Jayapura (ANTARA News) - Puluhan guru SD-SMP yang bertugas di Kabupaten Pegunungan Bintang, Papua, meninggalkan tugas mereka akibat terkatung-katungnya pembayaran gaji dan pemberian jatah beras mereka dalam setahun terakhir.
"Sebagian besar guru-guru yang hengkang ke luar Pegunungan Bintang adalah para guru yang bukan asli Papua, karena mereka tidak betah bertahan dengan makanan lokal, seperti umbi-umbian," kata Kepsek SD Inpres Atdebab, Distrik Okbibab, Kabupaten Pegunungan Bintang, Anthonius Sikpa, kepada wartawan di Jayapura, Senin.
Anthonius mengakui selama setahun terakhir terhitung April 2005-Pebruari 2006, PNS berstatus guru belum menerima jatah beras dan gaji, sehingga mengakibatkan puluhan guru yang bukan asli Papua hengkang dari berbagai SD yang tersebar di kabupaten yang berbatasan dengan negara tetangga Papua Nugini (PNG) itu.

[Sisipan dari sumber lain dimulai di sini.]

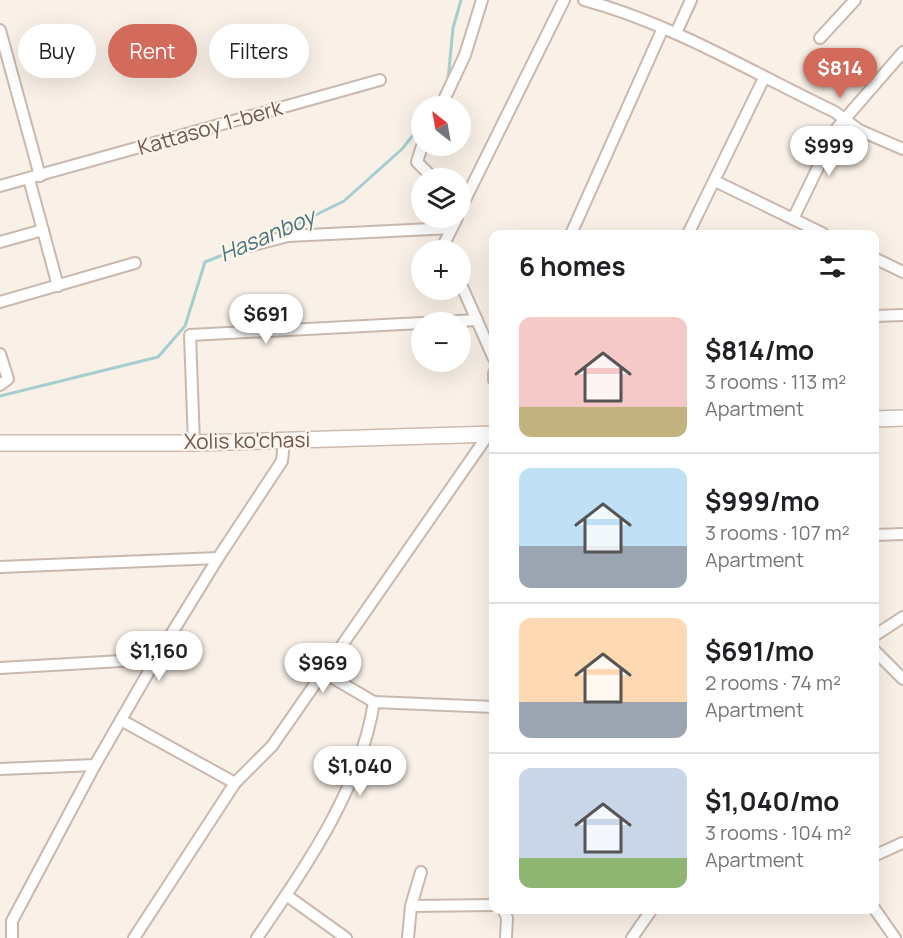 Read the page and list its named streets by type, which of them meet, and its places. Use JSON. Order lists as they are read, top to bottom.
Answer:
{
  "streets": {
    "street": ["Kattasoy 1-berk", "Xolis ko'chasi"]
  },
  "water": ["Hasanboy"],
  "north": "top left",
  "page": {
    "chip": ["Buy", "Rent", "Filters"],
    "price": [
      "$814",
      "$999",
      "$691",
      "$1,160",
      "$969",
      "$1,040"
    ],
    "map_buttons": ["+", "−"],
    "heading": "6 homes",
    "list": [
      {
        "name": "$814/mo",
        "note": "3 rooms · 113 m² · Apartment"
      },
      {
        "name": "$999/mo",
        "note": "3 rooms · 107 m² · Apartment"
      },
      {
        "name": "$691/mo",
        "note": "2 rooms · 74 m² · Apartment"
      },
      {
        "name": "$1,040/mo",
        "note": "3 rooms · 104 m² · Apartment"
      }
    ]
  }
}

Para guru sebagian besar hengkang dari Pegunungan Bintang ke Jayapura, meski mereka tetap menerima gaji.
Sementara jatah beras harus diterima ditempat tugas, walaupun jatah beras masih menumpuk di gudang perusahaan penerbangan swasta nasional PT. Trigana Air Service (TAS) di Bandara Sentani, ibukota Kabupaten Jayapura.
"Para guru non asli Papua tidak bisa betah bertahan karena susah mengkonsumsi makanan lokal seperi talas, singkong dan umbi-umbian lainnya," kata Anthonius.
Dia juga mengakui beras yang terjual di kios-kios milik pedagang dari Buton, Bugis dan Makassar pun jumlahnya sangat terbatas, apalagi harganya mencekik leher, mencapai antara Rp25.000-Rp30.000/kg.
Selain beras, gula pasir dibeli dengan harga Rp15.000/kg, susu kental manis Rp20.000/kaleng serta persediaan kebutuhan rumah tangga
lain diperoleh dengan harga relatif mahal.
Pegunungan Bintang dimekarkan dari Kabupaten Jayawijaya bersama 13 kabupaten lainnya di Papua yang diresmikan semasa Mendagri Hari Sabarno di Jayapura, 12 April 2003, dan menjadi kabupaten definitif Agustus 2005.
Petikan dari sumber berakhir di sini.